Which lines in the data below contain the word "compass"? Copy each of them.

□ □ □ □ □

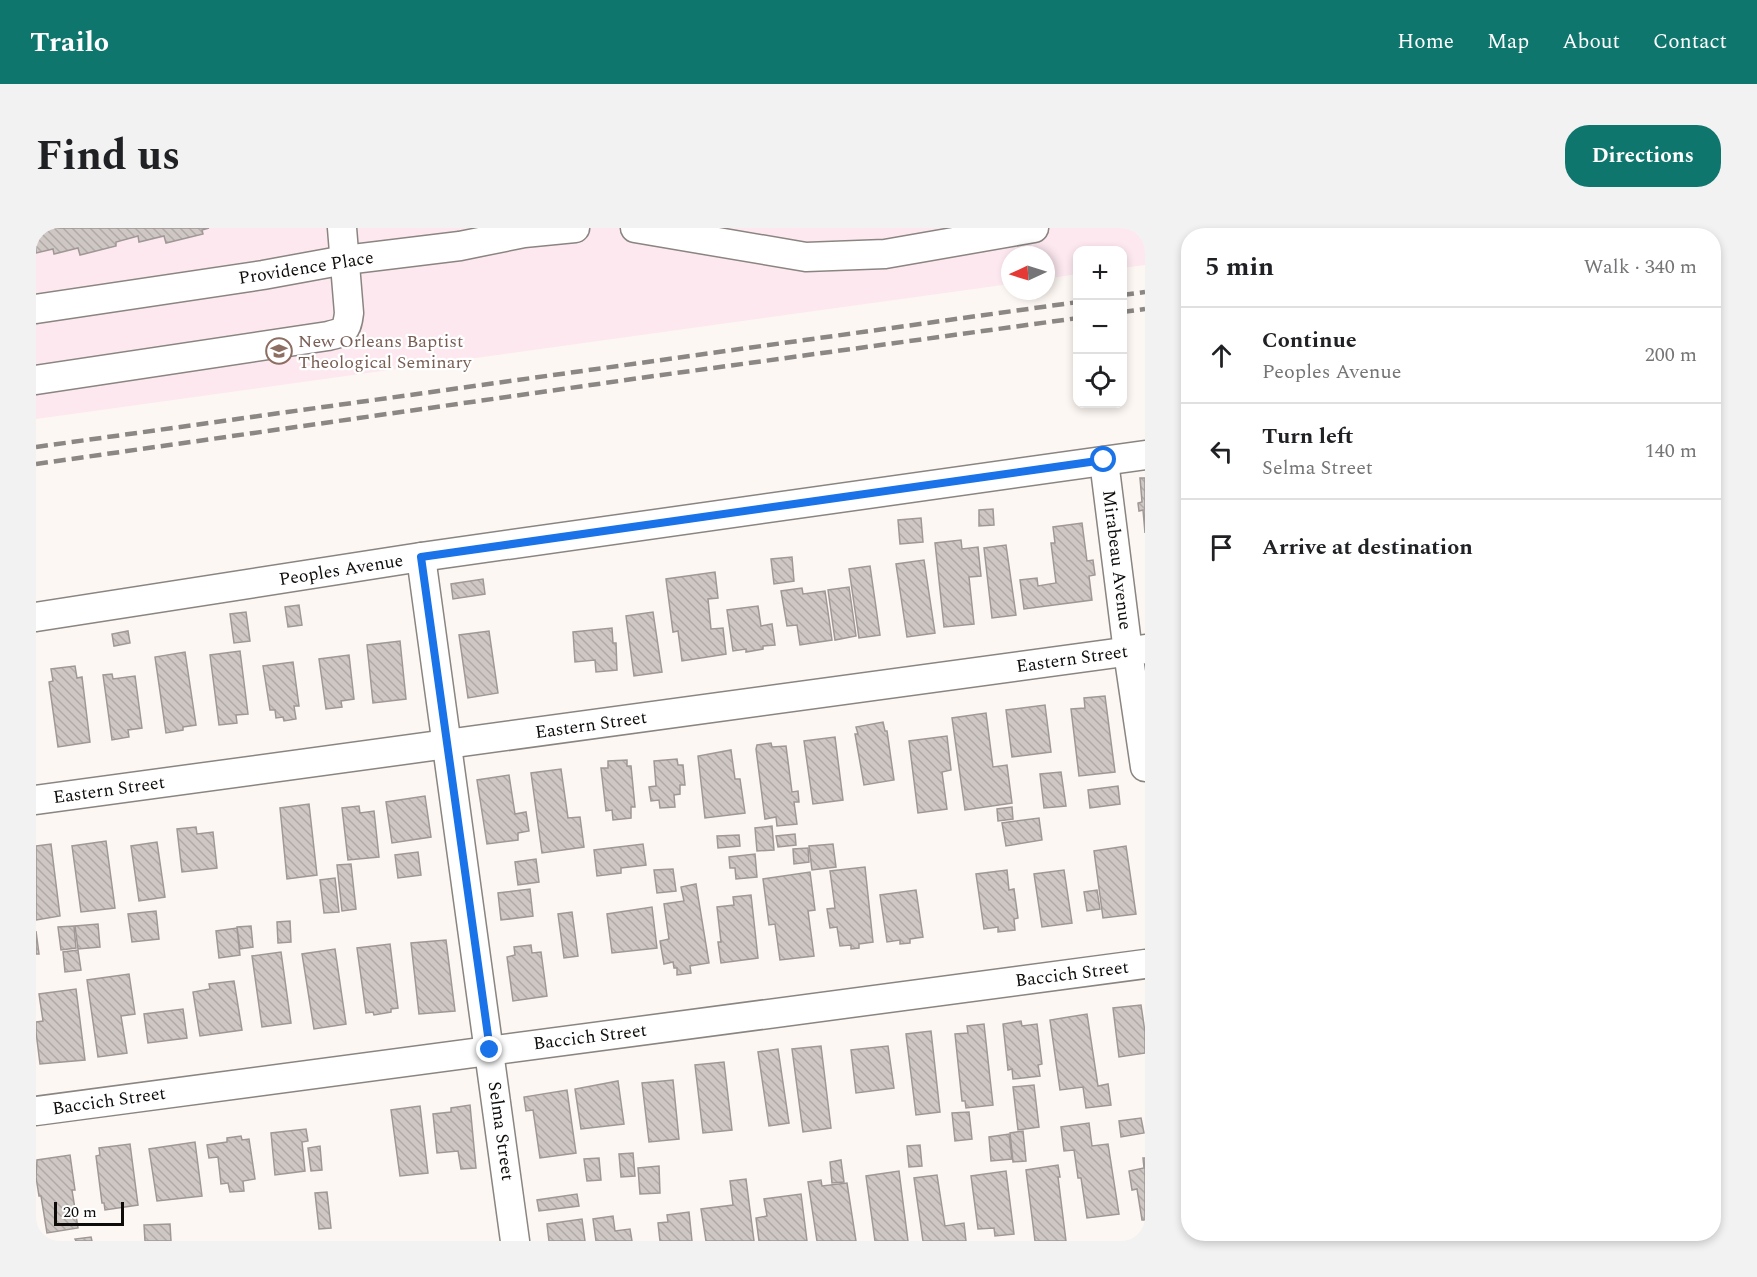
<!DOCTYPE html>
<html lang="en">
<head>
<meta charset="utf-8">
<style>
	:root { --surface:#fff; --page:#f2f2f2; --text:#202124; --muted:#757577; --line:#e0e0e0; --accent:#0f766e }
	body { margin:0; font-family:Spectral,serif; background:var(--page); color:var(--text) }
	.controls { position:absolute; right:18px; top:18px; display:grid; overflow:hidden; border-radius:12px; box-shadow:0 3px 9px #0003 }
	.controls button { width:54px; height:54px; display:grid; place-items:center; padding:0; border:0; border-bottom:2px solid var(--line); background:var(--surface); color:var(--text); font:30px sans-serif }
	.compass { position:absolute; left:965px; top:18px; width:54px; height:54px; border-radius:50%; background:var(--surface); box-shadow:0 3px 9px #0003; rotate:266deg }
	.scale { position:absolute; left:18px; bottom:15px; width:70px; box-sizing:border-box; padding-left:6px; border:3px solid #0e0c0a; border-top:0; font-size:16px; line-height:21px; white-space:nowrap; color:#0e0c0a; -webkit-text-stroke:4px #fff; paint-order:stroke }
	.stop { position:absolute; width:18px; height:18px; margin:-14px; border:4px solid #1a73e8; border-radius:50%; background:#fff }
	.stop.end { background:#1a73e8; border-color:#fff; box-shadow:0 2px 6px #0008 }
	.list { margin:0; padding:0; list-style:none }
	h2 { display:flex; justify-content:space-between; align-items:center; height:78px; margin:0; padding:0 24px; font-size:26px }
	h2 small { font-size:20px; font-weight:400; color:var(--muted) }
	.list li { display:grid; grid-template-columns:39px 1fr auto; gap:18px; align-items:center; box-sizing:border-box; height:96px; padding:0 24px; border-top:2px solid var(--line) }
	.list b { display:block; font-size:22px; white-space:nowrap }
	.list p { margin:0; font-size:20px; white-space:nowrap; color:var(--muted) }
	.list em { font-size:20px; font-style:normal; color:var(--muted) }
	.icon { flex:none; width:33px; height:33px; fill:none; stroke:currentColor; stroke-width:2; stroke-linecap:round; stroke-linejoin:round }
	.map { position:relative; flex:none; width:1109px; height:1013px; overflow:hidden; border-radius:24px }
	header { display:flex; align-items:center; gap:36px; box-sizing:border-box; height:84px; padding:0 30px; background:var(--accent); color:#fff }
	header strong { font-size:28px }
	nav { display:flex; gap:33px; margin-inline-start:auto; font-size:21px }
	.intro { display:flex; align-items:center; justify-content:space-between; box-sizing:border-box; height:144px; padding:0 36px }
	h1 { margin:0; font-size:42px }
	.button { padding:15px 27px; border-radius:24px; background:var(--accent); color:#fff; font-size:21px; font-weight:700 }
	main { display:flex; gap:36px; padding:0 36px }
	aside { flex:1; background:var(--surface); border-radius:24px; box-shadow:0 3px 9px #0003 }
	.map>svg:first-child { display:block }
</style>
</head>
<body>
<header>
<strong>Trailo</strong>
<nav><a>Home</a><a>Map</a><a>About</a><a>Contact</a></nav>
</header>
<div class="intro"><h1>Find us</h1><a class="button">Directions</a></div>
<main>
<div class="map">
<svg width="1109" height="1013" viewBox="0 0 1109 1013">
	<defs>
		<pattern id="building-back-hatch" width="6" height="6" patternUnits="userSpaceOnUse" patternTransform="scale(1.5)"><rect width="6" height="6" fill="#cec7c4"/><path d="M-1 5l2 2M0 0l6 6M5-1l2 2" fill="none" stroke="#b0aaa7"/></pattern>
	</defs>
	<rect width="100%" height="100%" fill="#fdf7f3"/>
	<path fill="#fde8f0" d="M0,0H1109V37L1087,40L1086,22H1042L1041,46L1010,51V27H974V56L0,191Z"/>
	<g fill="url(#building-back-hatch)" stroke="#9f9896" stroke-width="1.5">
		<path d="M0,0H173L166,2L167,6L130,15L128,8L103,14L102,8L80,14V18L44,27L42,20L18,26L17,21L0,25Z"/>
		<path d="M1104,250H1109V305L1107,282L1103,283L1102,275L1106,274Z"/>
		<path d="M957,281L958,297L943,298V282Z"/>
		<path d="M885,290L887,314L864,316L862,292Z"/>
		<path d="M1046,295L1051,333L1057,332L1059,347L1053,348L1056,372L988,381L984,352L1001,350L1002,358L1020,355L1015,315H1019L1017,299Z"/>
		<path d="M925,312L926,321L942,319L945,348L933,349L938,396L908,399L899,315Z"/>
		<path d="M970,317L980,387L956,390L948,320Z"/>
		<path d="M756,329L758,353L738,356L735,331Z"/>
		<path d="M888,332L899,405L871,409L860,336Z"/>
		<path d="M834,338L844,407L823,410L813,341Z"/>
		<path d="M679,344L682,370L672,371L675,401L687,400L690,426L646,433L642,403L637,404L630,351Z"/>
		<path d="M447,351L449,366L417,371L415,356Z"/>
		<path d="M813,359L820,408L799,412L792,362Z"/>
		<path d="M766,360L767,366L789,363L796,412L764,417L761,397L751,398L745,363Z"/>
		<path d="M263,377L266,397L252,399L249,379Z"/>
		<path d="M722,378L725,398L736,396L739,417L727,418V421L710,424V421L697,423L691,382Z"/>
		<path d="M210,384L214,413L198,415L194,386Z"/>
		<path d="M617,384L626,444L598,448L590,388Z"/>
		<path d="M576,400L577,415H580L581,442L560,444L559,432L539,434L537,404Z"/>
		<path d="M92,403L94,415L78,418L76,406Z"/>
		<path d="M453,403L462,465L432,470L423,407Z"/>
		<path d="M364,413L370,471L337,475L331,417Z"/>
		<path d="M204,423L212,486L200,487L201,495L183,497L174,427Z"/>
		<path d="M149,424L160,497L147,499V502L130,505L119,429Z"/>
		<path d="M313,427L318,471L305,473L306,479L290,481L283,431Z"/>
		<path d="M257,434L263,478H258L260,491L248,493L247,489L240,490L239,482H234L227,438Z"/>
		<path d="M39,438L41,450L46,449L54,514L22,519L13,454L17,453L15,441Z"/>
		<path d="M76,446L77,451L99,448L106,500L92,502L93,509L76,512L67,447Z"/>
		<path d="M1069,468L1079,544L1043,548L1035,481L1049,480L1048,470Z"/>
		<path d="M1009,477L1015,524L976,529L970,482Z"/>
		<path d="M950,485L957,539L971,537L976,575L929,582L916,490Z"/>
		<path d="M847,494L849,503H851L858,552L828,557L819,506H822L820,499Z"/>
		<path d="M911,508L915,542L906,544L911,581L882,585L873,513Z"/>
		<path d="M799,509L807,572L777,576L768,513Z"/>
		<path d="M735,515L736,519L750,518L756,564L762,563L763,574H758L761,596L741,598L740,589L729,591L720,521L721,517Z"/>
		<path d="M695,522L699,551H704L709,585L669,590L662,528Z"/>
		<path d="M641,531L642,537H647L649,557H644V566L638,567L639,579L624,580L623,572L615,573L613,559L620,558L618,533Z"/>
		<path d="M591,532V538H595L599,579H595V590L577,592L576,582L570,583L565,540H572V533Z"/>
		<path d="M525,541L532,590L544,589L548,619L506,625L495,545Z"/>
		<path d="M1025,544L1030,578L1008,580L1004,546Z"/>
		<path d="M473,547L479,586L490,584L493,603L482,605V612L451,616L441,552Z"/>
		<path d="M1082,558L1084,576L1054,580L1052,562Z"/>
		<path d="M389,568L395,609L356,615L350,574Z"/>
		<path d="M273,576L281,647L251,651L244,580Z"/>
		<path d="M323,578L324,585L338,583L343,629L312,632L306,580Z"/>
		<path d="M976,579L977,591L962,593L961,581Z"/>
		<path d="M1003,590L1006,612L970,618L966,595Z"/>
		<path d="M736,598L738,622L721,623L719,600Z"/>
		<path d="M160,599L161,606L177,604L181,640L146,644L141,601Z"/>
		<path d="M759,606L760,617L742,619L740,608Z"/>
		<path d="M703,607L704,618L682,620L681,608Z"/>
		<path d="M70,613L79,680L45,684L36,618Z"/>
		<path d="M121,614L129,669L103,673L95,618Z"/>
		<path d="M15,616L24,688L0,692V618Z"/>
		<path d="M607,616L610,637L585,640V645L561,648L558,622Z"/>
		<path d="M797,616L800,639L776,642L773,618Z"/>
		<path d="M1090,618L1100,686L1067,690L1058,623Z"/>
		<path d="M772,620L773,634L758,636L757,621Z"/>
		<path d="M382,624L385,647L362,650L359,627Z"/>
		<path d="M719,626L721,649L700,651L699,640H694L693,629Z"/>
		<path d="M500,631L503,654L482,657L479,634Z"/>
		<path d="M315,636L320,681L306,683L301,637Z"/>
		<path d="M829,639L837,714L823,716V720L815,721V717L804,718L801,699L794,700L791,681L799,680L794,643Z"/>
		<path d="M637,641L640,663L621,665L618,642Z"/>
		<path d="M971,642L973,662L978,661L982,690L978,691L979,702L962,704V699L948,701L940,646Z"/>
		<path d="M1028,642L1036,695L1006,699L998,646Z"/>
		<path d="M774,644L779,682L772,683L778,728L744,732L739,696L733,697L727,651Z"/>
		<path d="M299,650L303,684L288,685L284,652Z"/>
		<path d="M660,656L673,735L654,738L655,745L641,747V740H638L637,734L628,736L624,713L633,711L628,676L648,673L645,659Z"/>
		<path d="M494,661L497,688L465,692L462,665Z"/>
		<path d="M880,662L887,709L874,711V715L864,716V712L851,714L844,667Z"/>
		<path d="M1061,662L1064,681L1051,683L1048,664Z"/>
		<path d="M715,667L722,730L685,735L682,714H685L681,679L698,677L697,669Z"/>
		<path d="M616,679L621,720L576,725L571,686Z"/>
		<path d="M120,683L123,711L96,714L92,686Z"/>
		<path d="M536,684L542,728L528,730L522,686Z"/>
		<path d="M254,693L255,714L242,715L241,694Z"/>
		<path d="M62,696L64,719L42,721L39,698Z"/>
		<path d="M38,698L40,720L25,722L22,699Z"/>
		<path d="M215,698L217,719L204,721L201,699Z"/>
		<path d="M201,700L204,727L183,730L180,703Z"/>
		<path d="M0,703L3,726H0Z"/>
		<path d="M410,712L419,783L383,786L375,715Z"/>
		<path d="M354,716L362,780L355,781V784L338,787L337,784L330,785L321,720Z"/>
		<path d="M495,717L496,725L505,724L511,768L477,773L471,729L479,727L478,719Z"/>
		<path d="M299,721L310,796L278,801L266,726Z"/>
		<path d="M42,722L45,742L29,744L27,724Z"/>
		<path d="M245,724L255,795L226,799L216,728Z"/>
		<path d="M93,746L99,786L85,788L91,825L62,829L51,752Z"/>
		<path d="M198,753L206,802L164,808L157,764L174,761L173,756Z"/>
		<path d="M40,761L49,832L4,836L0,804V794L7,793L3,766Z"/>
		<path d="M1105,777L1109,804V825L1083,829L1077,780Z"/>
		<path d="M147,781L151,810L112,815L108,786Z"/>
		<path d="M1051,786L1062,858L1072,856L1075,877L1050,880L1047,859L1024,862L1014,792Z"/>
		<path d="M985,793L986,798L1001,796L1006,836L1002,837L1004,848L977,851L976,841L972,842L967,796Z"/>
		<path d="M948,796L957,877L930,880L929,873H926L919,806L932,805L931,798Z"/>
		<path d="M895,803L904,884L880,887L870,806Z"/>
		<path d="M785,818L795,900L767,904L756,821Z"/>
		<path d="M852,818L858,860L820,865L815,822Z"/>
		<path d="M742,821L753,895L733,898L722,824Z"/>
		<path d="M688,834L696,902L667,905L659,837Z"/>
		<path d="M637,852L643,911L613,914L606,855Z"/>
		<path d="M582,853L588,896L545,901L539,861Z"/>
		<path d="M998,857L1003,899L982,902L977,859Z"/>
		<path d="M531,862L540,925L504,930L497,882L490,883L488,869Z"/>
		<path d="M434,877L440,940L425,941L422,923L401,925L397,886L415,884V880Z"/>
		<path d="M384,878L392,945L364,948L355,882Z"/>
		<path d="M933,884L936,911L919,913L916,885Z"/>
		<path d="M1105,890L1108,905L1085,909L1083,893Z"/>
		<path d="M1053,895L1056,918L1072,916L1083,986L1051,990L1045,950H1042L1038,922L1028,923L1025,899Z"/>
		<path d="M270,901L272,913L266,914L269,943L239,947L235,905Z"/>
		<path d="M987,903L990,933L977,934L974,905Z"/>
		<path d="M973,906L976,931L955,933L953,909Z"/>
		<path d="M205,908L206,912L213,911L219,951L207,953L208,963L194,964L192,955L185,956L182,929L173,930L171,917L191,914V910Z"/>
		<path d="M159,914L166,968L121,973L113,921Z"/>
		<path d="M94,916L102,977L69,982L68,975H66L60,928L64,927L63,920Z"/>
		<path d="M884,917L886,938L873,939L871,918Z"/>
		<path d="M284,918L286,942L275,943L272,920Z"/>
		<path d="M597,925L599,948L585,949L583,926Z"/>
		<path d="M34,927L39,962H36L42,1000L11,1005L5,968H3L0,949L1,932Z"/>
		<path d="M563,930L565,952L551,953L548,931Z"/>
		<path d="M1107,930H1109V992H1106L1101,961L1096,962L1093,943L1108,940Z"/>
		<path d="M805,932L808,954L796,955L794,934Z"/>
		<path d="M1022,937L1024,949H1022L1030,1013H999L990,942Z"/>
		<path d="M623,938L624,965L604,966L602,940Z"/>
		<path d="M863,943L872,1013H839L830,948Z"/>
		<path d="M970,943L978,1006L959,1008L958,1000L942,1001L935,948Z"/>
		<path d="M901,947L909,998L928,995L930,1013H887L878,950Z"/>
		<path d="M710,951L718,1013H670L665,981L697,977L694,953Z"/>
		<path d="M785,952L786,958L811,955L820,1013H781L772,954Z"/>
		<path d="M291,964L295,1000L283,1001L279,965Z"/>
		<path d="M541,966L543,978L503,983L501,972Z"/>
		<path d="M765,966L771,1013H723L720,990L731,988L728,971Z"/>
		<path d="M653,984L656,1013H624L622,995L632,994L631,987Z"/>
		<path d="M577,988L579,1003L594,1001L596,1013H560L557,991Z"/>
		<path d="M546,991L549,1013H513L511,996Z"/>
		<path d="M134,996L135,1013H109L108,997Z"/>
		<path d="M55,1009L56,1013H40L39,1011Z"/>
	</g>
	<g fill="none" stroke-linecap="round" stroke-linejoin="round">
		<g stroke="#8a8581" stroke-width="31">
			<g id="minor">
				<path d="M599,0L770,29L849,26L998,0"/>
				<path d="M0,81L227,47L309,32L424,18L488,5L539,0"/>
				<path d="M0,152L292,108C308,104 311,103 313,85L306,0"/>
				<path d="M1068,233L1092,424L1109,539"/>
				<path d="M385,329L479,1013"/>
				<path d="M0,389L385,329L1109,227"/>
				<path d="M0,572L1109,421"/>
				<path d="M0,883L1109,736"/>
			</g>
		</g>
		<use href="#minor" stroke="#fff" stroke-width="28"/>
		<g stroke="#8b8784" stroke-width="4.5" stroke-dasharray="12 6" stroke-linecap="butt">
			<path d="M1086,67L1109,64"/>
			<path d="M1086,84L1109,81"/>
			<path d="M0,219L1042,74"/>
			<path d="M0,236L611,149L1042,90"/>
		</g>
	</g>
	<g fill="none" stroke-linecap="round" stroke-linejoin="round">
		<path stroke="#1a73e8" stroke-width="8" d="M454,822L385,329L1068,232"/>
	</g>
	<defs>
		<g id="university-ring" transform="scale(1.35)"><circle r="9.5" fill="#fff" stroke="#8d6e63" stroke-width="1.5"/><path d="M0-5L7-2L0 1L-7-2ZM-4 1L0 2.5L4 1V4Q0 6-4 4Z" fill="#8d6e63"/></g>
	</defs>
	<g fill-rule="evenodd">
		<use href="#university-ring" x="243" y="123"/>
	</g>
	<g text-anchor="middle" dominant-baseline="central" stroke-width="4.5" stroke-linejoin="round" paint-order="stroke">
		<g font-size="18" fill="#0e0c0a" stroke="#fff">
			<text transform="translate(270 40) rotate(-9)">Providence Place</text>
			<text transform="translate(1081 332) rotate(83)">Mirabeau Avenue</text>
			<text transform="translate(305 342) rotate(-9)">Peoples Avenue</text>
			<text transform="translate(1036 431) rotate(-8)">Eastern Street</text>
			<text transform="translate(555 497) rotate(-8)">Eastern Street</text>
			<text transform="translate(73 562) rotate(-8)">Eastern Street</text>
			<text transform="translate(1036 746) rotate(-7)">Baccich Street</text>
			<text transform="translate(554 809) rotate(-7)">Baccich Street</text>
			<text transform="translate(73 873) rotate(-8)">Baccich Street</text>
			<text transform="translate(465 903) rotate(82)">Selma Street</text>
		</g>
		<g font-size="18" fill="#785e54" stroke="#fff" text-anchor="start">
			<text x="262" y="113">New Orleans Baptist<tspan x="262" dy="21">Theological Seminary</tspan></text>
		</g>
	</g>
</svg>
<div class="controls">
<button>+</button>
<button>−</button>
<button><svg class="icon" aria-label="locate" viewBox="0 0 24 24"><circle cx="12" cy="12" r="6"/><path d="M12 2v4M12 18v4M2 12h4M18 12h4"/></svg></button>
</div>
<svg class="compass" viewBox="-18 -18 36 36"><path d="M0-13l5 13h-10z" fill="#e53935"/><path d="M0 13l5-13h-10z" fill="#757577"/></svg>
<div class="scale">20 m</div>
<div class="stop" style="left:1068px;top:232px"></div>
<div class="stop end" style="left:454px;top:822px"></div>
</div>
<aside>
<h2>5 min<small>Walk · 340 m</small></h2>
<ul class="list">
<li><svg class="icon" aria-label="ahead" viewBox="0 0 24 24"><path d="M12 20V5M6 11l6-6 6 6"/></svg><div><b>Continue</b><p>Peoples Avenue</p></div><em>200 m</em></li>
<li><svg class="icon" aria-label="left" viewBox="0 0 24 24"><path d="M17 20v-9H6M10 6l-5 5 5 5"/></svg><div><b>Turn left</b><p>Selma Street</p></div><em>140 m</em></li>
<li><svg class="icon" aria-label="arrive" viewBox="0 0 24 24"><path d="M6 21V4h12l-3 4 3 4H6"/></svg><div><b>Arrive at destination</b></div></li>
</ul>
</aside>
</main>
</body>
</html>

□ □ □ □ □

[SOLUTION TO THIS PROBLEM]
	.compass { position:absolute; left:965px; top:18px; width:54px; height:54px; border-radius:50%; background:var(--surface); box-shadow:0 3px 9px #0003; rotate:266deg }
<svg class="compass" viewBox="-18 -18 36 36"><path d="M0-13l5 13h-10z" fill="#e53935"/><path d="M0 13l5-13h-10z" fill="#757577"/></svg>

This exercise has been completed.